Saturday, August 15, 2015

The World’s Largest Hard Drive – 16TB Samsung SSD is Everything an Enterprise User Desires



When talking computing needs, business or enterprise users typically think of one thing before anything else – how much storage space is available? Business files, after all, aren’t the types of content you can get rid of when there’s no more space available. Samsung’s new solid-state drive, however, may be the largest hard drive of any kind in existence, as it comes with a whopping 16 TB of space, enough to make any business user salivate with excitement. (Same with music geeks and hardcore gamers, but most can get by with just a terabyte or two at most.)

The new SSD, which was unveiled this week at the Flash Memory Summit, comes with the nondescript name PM1633a, and not surprisingly, it is indeed targeted at enterprise users. Its main party trick is Samsung’s proprietary 256 Gbit (32 GB) NAND flash die, which offers twice as much space as 128 Gbit NAND dies that had debuted last year in commercial applications. Boring technical details aside, this 2.5-inch SSD does offer 16 terabytes of free space, which is about twice that on the largest Seagate or Western Digital hard drive (about 8 to 10 TB for these conventional drives). And we don’t expect it to cost cheap once it finally becomes available.
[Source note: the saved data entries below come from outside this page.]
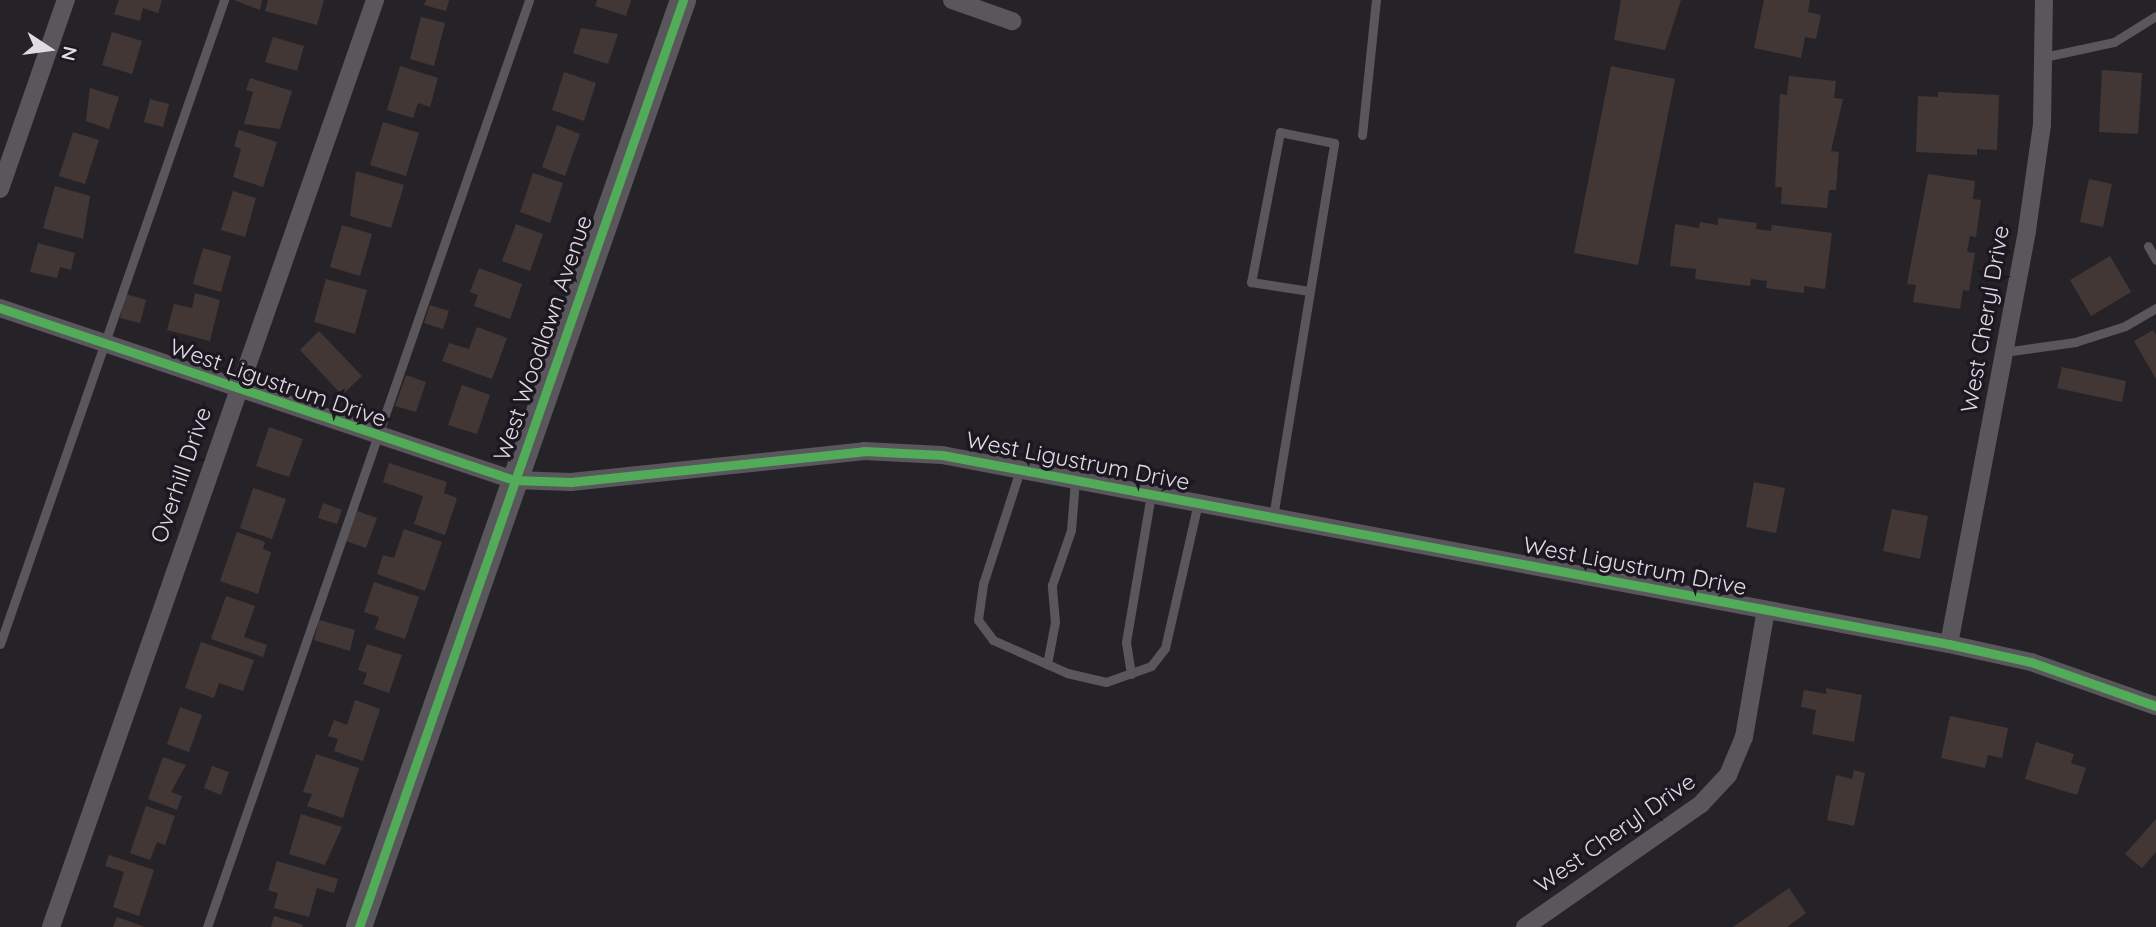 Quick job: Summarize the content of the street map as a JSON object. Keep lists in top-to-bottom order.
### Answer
{
  "streets": {
    "street": [
      "West Cheryl Drive",
      "West Woodlawn Avenue",
      "West Ligustrum Drive",
      "Overhill Drive"
    ]
  },
  "crossings": [
    ["West Cheryl Drive", "West Ligustrum Drive"],
    ["West Woodlawn Avenue", "West Ligustrum Drive"],
    ["West Ligustrum Drive", "Overhill Drive"]
  ],
  "north": "right"
}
As a point of comparison, the average 1 TB SSD for enterprise use costs about $1,000, while enterprise-grade 8 TB hard drives are priced at about $700. Keeping that in mind, we don’t think Samsung’s new SSD will cost anything less than about $8,000 to $10,000, but with that premium pricing comes all the solid-state drive you or your business can handle – the world’s largest in terms of capacity.